◆ Aim of the exercise ◆
Pull every line of the entries that has the word "block".

(Stored items)
= = = = = = =

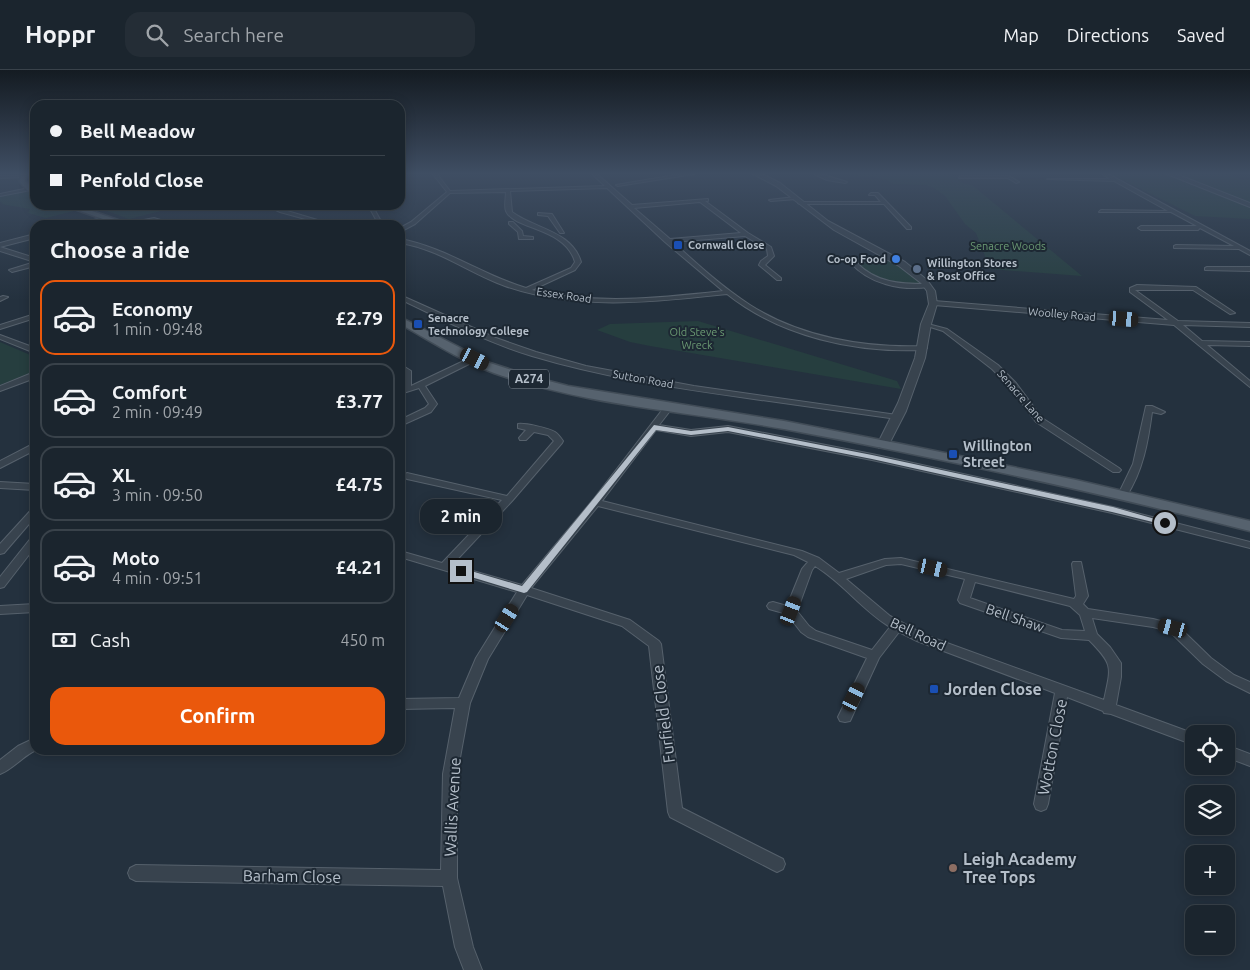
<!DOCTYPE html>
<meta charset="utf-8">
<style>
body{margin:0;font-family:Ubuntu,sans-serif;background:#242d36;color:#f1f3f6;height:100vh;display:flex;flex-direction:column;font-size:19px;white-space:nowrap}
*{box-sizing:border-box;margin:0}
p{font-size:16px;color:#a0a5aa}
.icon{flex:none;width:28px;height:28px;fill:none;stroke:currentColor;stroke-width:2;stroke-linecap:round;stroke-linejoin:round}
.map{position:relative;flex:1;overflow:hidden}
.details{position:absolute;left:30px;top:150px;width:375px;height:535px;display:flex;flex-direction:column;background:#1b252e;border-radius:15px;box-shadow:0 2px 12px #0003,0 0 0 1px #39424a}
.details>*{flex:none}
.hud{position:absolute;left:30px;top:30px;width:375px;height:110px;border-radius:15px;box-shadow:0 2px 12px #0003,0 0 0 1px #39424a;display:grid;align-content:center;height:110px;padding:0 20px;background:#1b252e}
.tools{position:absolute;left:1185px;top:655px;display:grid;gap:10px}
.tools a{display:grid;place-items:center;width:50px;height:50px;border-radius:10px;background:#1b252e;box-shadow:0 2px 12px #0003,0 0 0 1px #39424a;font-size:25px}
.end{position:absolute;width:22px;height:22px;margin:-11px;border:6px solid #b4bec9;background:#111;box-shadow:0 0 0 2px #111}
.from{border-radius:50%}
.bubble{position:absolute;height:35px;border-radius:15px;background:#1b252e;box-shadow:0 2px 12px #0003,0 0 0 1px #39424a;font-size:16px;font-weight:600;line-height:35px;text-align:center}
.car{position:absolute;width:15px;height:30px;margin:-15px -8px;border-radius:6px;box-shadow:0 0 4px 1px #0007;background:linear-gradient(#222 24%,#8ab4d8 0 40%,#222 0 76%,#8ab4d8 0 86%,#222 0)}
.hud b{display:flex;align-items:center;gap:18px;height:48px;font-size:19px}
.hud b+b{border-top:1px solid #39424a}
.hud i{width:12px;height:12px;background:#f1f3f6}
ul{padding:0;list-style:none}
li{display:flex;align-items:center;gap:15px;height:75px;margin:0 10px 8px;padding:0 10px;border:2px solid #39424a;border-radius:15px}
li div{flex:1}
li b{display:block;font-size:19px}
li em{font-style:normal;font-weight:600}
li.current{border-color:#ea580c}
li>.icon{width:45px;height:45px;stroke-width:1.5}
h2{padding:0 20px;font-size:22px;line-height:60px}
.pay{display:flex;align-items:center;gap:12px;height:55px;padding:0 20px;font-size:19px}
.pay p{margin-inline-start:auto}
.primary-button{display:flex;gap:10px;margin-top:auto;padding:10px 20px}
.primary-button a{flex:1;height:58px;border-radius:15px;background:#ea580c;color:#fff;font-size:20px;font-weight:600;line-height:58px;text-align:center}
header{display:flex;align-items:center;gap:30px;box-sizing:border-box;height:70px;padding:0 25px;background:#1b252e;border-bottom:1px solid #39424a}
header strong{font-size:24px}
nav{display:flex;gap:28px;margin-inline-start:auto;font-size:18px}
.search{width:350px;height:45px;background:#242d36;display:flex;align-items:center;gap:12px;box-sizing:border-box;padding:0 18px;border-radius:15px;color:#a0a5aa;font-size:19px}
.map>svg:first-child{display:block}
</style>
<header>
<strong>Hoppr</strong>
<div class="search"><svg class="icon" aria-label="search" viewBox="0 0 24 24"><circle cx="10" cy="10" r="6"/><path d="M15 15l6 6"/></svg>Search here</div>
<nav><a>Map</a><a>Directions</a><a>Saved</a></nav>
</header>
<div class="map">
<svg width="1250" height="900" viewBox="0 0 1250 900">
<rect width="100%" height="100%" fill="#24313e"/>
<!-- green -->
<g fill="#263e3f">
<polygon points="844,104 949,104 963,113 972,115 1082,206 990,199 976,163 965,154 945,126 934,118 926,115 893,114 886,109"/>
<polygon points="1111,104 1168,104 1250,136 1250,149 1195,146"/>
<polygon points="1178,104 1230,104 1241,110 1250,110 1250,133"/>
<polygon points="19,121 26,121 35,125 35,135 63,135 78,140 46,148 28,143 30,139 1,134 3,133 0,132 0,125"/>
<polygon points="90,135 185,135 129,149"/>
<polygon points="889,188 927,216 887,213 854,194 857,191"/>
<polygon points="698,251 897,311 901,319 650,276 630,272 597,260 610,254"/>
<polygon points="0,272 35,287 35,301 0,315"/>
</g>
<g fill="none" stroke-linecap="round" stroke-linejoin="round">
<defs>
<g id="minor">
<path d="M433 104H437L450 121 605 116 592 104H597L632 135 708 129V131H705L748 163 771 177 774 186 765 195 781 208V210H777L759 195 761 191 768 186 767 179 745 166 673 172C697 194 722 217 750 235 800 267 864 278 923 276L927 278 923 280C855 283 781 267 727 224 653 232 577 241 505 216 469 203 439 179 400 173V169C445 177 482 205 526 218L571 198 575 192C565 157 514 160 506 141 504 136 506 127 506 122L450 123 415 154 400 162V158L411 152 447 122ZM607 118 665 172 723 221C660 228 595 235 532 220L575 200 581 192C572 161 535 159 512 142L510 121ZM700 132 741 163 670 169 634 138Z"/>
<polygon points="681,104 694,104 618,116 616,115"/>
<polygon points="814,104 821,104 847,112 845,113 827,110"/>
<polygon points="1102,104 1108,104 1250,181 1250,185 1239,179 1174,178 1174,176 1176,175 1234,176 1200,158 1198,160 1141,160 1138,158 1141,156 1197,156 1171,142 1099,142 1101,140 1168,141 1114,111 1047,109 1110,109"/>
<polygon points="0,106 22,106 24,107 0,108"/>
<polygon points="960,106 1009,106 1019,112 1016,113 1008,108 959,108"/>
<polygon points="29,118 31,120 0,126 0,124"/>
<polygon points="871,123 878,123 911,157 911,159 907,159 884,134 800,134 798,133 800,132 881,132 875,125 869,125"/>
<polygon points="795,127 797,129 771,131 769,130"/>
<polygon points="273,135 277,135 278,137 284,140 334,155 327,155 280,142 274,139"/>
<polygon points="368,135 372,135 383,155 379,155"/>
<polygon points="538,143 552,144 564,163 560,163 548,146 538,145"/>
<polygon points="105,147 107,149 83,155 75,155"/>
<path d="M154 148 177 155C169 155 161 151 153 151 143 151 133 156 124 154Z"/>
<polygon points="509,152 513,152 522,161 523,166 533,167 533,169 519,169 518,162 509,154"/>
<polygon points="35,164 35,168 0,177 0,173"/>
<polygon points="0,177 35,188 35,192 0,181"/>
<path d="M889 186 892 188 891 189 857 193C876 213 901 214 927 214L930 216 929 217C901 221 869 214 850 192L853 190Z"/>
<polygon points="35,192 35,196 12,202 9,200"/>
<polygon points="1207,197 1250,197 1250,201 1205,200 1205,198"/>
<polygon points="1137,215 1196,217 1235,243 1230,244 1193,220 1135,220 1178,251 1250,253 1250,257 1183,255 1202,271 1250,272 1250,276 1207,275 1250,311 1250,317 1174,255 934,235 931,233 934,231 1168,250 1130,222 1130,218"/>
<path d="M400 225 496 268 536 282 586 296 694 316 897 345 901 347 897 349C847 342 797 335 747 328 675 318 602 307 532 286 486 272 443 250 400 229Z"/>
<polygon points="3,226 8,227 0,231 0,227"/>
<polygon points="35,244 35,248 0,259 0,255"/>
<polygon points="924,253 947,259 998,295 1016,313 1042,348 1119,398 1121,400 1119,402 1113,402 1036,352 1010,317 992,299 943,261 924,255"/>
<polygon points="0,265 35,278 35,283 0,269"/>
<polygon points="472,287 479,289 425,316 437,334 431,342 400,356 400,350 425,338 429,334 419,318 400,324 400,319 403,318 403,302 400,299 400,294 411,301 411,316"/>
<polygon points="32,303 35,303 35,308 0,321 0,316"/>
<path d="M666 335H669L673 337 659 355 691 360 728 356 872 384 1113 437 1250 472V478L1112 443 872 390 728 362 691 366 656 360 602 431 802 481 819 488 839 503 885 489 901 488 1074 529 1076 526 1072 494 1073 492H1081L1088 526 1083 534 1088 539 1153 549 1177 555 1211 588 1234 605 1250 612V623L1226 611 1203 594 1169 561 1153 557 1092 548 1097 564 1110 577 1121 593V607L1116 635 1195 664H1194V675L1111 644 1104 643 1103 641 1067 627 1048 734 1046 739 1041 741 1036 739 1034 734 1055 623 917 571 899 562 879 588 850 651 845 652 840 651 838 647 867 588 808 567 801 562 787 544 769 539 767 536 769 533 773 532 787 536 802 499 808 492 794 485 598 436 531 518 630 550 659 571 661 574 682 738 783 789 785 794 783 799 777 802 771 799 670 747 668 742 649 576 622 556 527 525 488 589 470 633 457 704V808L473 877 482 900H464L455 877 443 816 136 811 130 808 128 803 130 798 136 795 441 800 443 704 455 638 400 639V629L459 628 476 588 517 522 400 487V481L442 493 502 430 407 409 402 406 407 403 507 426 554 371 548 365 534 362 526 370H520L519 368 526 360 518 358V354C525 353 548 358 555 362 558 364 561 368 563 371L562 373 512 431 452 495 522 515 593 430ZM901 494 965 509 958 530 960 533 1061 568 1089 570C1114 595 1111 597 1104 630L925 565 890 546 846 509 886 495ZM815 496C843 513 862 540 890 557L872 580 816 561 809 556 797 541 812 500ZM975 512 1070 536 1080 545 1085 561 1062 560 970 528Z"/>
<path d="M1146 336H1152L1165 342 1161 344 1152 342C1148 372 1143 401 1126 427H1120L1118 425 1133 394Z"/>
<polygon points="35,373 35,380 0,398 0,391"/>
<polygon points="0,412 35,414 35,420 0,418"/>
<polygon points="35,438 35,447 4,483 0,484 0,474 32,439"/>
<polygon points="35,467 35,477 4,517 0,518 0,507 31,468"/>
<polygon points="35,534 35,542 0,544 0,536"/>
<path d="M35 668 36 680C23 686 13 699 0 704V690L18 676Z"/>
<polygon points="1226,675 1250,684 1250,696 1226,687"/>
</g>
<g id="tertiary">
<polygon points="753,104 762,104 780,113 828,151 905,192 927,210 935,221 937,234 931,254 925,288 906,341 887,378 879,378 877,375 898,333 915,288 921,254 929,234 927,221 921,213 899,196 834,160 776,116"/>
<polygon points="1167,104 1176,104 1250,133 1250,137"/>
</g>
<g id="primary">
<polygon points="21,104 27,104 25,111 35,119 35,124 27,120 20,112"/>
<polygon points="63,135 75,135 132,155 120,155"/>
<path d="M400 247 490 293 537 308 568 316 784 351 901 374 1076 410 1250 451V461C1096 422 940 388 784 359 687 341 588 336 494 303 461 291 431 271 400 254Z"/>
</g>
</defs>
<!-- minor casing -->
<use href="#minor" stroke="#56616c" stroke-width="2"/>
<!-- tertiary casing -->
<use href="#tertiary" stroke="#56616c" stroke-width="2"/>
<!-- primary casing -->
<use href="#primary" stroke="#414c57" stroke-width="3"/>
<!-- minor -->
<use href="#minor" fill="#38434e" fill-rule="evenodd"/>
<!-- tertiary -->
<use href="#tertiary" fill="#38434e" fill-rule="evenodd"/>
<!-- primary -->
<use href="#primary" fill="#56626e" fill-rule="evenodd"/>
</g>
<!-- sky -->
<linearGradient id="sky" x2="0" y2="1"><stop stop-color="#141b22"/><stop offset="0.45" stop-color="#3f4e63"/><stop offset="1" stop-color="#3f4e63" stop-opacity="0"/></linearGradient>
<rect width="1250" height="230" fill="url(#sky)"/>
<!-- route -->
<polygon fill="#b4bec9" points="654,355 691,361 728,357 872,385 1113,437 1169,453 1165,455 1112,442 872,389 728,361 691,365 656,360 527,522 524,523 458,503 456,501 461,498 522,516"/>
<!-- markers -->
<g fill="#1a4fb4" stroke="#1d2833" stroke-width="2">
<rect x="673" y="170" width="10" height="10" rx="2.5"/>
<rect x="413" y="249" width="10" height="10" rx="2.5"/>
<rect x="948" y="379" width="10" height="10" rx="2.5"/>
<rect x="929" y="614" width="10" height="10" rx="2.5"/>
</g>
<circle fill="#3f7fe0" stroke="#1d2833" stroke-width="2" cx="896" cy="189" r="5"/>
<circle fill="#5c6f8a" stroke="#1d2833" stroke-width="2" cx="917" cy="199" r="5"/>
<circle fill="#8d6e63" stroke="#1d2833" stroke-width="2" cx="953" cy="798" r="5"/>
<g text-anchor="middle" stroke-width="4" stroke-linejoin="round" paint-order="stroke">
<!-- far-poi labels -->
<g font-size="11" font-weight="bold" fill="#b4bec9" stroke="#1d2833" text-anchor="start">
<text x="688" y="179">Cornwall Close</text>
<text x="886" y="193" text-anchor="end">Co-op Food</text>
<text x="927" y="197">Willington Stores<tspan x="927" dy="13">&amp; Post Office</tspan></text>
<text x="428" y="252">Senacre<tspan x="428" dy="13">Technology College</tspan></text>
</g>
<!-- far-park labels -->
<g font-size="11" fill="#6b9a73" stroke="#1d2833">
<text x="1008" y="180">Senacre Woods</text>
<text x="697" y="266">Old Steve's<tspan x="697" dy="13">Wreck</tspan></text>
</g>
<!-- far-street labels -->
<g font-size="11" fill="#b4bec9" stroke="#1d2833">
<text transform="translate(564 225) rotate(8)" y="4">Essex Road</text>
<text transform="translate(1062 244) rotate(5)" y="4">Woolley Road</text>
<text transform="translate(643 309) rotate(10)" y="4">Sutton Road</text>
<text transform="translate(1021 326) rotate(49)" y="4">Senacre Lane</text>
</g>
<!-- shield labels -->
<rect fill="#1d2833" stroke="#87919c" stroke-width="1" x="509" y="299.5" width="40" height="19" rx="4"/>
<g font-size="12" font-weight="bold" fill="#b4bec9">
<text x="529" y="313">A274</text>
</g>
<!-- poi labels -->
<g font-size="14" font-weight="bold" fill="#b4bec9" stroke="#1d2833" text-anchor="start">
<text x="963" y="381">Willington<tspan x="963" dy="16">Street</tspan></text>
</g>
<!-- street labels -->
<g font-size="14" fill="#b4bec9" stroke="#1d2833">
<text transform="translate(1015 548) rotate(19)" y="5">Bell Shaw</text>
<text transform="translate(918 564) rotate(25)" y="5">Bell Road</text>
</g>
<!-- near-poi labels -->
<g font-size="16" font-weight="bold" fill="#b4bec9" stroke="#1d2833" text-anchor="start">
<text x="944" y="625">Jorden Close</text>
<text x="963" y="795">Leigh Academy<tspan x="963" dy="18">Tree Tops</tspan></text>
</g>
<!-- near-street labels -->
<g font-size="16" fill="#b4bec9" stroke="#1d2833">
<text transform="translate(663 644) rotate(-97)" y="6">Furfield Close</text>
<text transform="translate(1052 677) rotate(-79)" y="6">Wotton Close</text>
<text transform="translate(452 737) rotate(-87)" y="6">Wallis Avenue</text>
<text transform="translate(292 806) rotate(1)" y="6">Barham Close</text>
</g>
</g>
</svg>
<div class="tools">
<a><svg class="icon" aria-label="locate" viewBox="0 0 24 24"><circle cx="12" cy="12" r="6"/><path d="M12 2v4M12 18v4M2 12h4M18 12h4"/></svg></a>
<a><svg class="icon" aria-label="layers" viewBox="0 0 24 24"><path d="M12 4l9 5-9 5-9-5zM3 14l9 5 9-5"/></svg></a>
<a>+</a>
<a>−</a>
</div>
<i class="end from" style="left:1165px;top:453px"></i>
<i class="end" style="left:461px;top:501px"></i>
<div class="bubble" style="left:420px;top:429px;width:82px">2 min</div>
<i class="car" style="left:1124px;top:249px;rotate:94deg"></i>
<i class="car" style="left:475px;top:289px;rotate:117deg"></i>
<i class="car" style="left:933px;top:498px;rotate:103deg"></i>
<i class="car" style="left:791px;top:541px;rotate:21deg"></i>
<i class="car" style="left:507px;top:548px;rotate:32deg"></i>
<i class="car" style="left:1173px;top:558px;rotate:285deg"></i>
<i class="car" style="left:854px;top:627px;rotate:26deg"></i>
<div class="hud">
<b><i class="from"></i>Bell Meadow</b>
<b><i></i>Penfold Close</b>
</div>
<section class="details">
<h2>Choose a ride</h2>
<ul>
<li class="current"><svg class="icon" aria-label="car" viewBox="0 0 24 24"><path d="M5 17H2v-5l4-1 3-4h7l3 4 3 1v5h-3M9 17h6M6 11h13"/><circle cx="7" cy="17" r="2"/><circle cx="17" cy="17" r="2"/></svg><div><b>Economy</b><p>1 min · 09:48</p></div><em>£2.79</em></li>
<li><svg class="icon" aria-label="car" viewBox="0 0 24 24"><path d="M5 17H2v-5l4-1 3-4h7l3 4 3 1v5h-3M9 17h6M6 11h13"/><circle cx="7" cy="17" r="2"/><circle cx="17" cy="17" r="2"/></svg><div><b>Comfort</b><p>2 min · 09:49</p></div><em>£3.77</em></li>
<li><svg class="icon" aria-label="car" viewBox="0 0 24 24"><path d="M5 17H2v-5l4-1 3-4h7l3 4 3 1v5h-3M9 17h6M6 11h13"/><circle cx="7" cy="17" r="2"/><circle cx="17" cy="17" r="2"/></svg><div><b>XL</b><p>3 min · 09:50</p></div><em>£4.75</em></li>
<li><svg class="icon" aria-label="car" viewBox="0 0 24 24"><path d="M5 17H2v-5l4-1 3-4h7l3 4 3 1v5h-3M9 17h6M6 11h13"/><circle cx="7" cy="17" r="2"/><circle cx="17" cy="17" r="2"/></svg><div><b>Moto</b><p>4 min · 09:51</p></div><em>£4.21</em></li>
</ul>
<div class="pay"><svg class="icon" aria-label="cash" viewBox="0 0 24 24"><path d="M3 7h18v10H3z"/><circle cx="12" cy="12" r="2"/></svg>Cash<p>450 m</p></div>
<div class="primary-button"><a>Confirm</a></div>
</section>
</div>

= = = = = = =

◆ Answer to this problem ◆
li b{display:block;font-size:19px}
.map>svg:first-child{display:block}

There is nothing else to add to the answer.